3.17 Staining process

As described above and in Figures 1 and 2, fixation, sample preparation, staining, signal amplification, and detection systems are essential for identifying and quantifying low amounts of HIV proteins. Some the improvements of detection and imaging components are recently described in detail (9,10). For viral reservoirs, standard staining using directly conjugated antibodies (Figure 2, method 1) and secondary conjugated antibodies (Figure 2, method 2) are not sufficient to detect low levels of proteins. Thus, the methods using antibody-biotin-streptavidin-fluorophore (Figure 2, method 3) and antibody-fluorophore-antibody to fluorophore conjugated to HRP-tyramine-biotin-streptavidin-fluorophore (Figure 2, method 4) are highly sensitive and adaptable to determine localization, quantification, and trafficking of HIV proteins in cells, tissues, and fluids.

Approach 1

Antibody conjugated to biotin-streptavidin-fluorophore amplification

(See Figure 2, 3rd method):

  • 1

    Samples are fixed, and prepared as described above (antigen retrieval, and elimination of autofluorescence) according to the sample used, tissue sections or pelleted leukocytes (go to step 4 below).

  • 2

    If tissue sections are used from paraffin blocks, heat the slides to remove excess paraffin in an oven at 60 °C for 15 minutes and dry at 37 °C overnight.

  • 3

    Deparaffinize the sections as described above using sequential alcohols and xylenes to eliminate the paraffin slowly.

  • 4

    Proceed with either antigen retrieval or blocking endogenous biotin as described above, depending upon the tissue or cells being analyzed and the staining process performed. Liver, spleen, and brain are tissues with endogenous biotin.

  • 5

    Using the set up described in Figure 1, we are able to detect several colors (up to 5–6 colors). We can probe for nucleic acids (DAPI), HIV/SIV proteins (p24, p17, gp120, tat, integrase, or Nef), in combination with different cellular markers including CD4, CD8, GFAP (an astrocyte marker), NeuN or MAP-2 (a neuronal markers) or Iba1 (a microglia/macrophage marker). For pelleted leukocytes, several cellular markers such as CD3, CD4, CD11b, CD11c, CD14, CD16, CD68, and CD163 can also be included in the same staining protocol.

  • 6

    Tissue sections or pelleted leukocytes are blocked for at least 60 minutes to overnight using blocking solution (0.5M EDTA, 1% horse serum, 1% Ig free BSA, 4% human serum and 1% fish gelatin in PBS).

  • 7
    Samples are incubated overnight in primary antibody at 4 °C. A critical point is to determine how many antibodies can be used concomitantly based on antibody species and isotypes. Several combinations can be used.
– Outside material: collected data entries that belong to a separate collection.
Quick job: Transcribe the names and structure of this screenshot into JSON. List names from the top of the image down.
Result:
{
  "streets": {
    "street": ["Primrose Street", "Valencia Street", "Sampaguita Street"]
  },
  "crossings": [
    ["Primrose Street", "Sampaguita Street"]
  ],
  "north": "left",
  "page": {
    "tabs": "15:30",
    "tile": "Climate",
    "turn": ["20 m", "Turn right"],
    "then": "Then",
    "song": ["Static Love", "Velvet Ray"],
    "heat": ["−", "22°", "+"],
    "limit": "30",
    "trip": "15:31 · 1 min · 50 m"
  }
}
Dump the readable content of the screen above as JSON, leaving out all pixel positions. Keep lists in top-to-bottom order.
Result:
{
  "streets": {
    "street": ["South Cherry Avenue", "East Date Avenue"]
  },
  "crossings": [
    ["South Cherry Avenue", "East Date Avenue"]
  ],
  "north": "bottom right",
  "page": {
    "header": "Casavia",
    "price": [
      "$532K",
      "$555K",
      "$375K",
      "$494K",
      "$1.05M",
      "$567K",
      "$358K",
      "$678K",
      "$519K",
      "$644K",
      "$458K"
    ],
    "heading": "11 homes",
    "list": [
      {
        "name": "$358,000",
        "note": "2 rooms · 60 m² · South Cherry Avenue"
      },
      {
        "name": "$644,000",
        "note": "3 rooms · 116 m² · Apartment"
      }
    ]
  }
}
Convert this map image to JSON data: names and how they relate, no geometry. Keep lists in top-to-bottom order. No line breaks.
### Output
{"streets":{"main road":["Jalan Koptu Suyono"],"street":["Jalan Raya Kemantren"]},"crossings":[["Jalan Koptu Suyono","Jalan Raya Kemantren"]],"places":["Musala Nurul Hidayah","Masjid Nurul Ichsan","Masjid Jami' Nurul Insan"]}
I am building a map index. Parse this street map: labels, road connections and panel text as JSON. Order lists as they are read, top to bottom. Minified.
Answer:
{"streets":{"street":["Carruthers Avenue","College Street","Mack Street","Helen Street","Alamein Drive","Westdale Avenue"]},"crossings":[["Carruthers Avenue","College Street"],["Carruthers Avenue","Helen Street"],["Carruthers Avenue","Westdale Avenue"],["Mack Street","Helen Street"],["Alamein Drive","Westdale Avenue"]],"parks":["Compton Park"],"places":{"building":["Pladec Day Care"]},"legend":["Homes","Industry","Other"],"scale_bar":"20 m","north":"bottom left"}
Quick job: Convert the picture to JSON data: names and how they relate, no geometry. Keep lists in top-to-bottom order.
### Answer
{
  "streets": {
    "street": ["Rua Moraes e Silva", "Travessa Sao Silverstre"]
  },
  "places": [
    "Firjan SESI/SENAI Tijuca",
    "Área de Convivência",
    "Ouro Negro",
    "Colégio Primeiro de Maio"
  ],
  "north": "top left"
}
Some examples are:
    1. HIV biotinylated antibodies (monoclonal, IgG1)+ CD4 (rabbit antibodies)+ Iba 1 (macrophage marker)+ nuclei acid staining (DAPI).
    2. HIV biotinylated antibodies (monoclonal, IgG1) + CD4 (rabbit antibodies)+ Iba 1 (macrophage marker)+ actin staining+ nuclei acid staining (DAPI).
      A critical point of these experimental approaches is the determination of appropriate negative controls. For the examples described above the following controls are used:
    3. Purified IgG1 (same concentration as the HIV antibodies)+ rabbit serum or rabbit purified IgG (same concentration as the serum or of the immune IgG) and non-immune goat serum or IgG (same concentration of the Iba-1 IgGs) (See Note 2 to identify the best negative controls for your experiments and antibodies).
    4. Several tissues express low levels of endogenous biotin; therefore a control for this expression is required, despite inhibition of biotin binding as described above.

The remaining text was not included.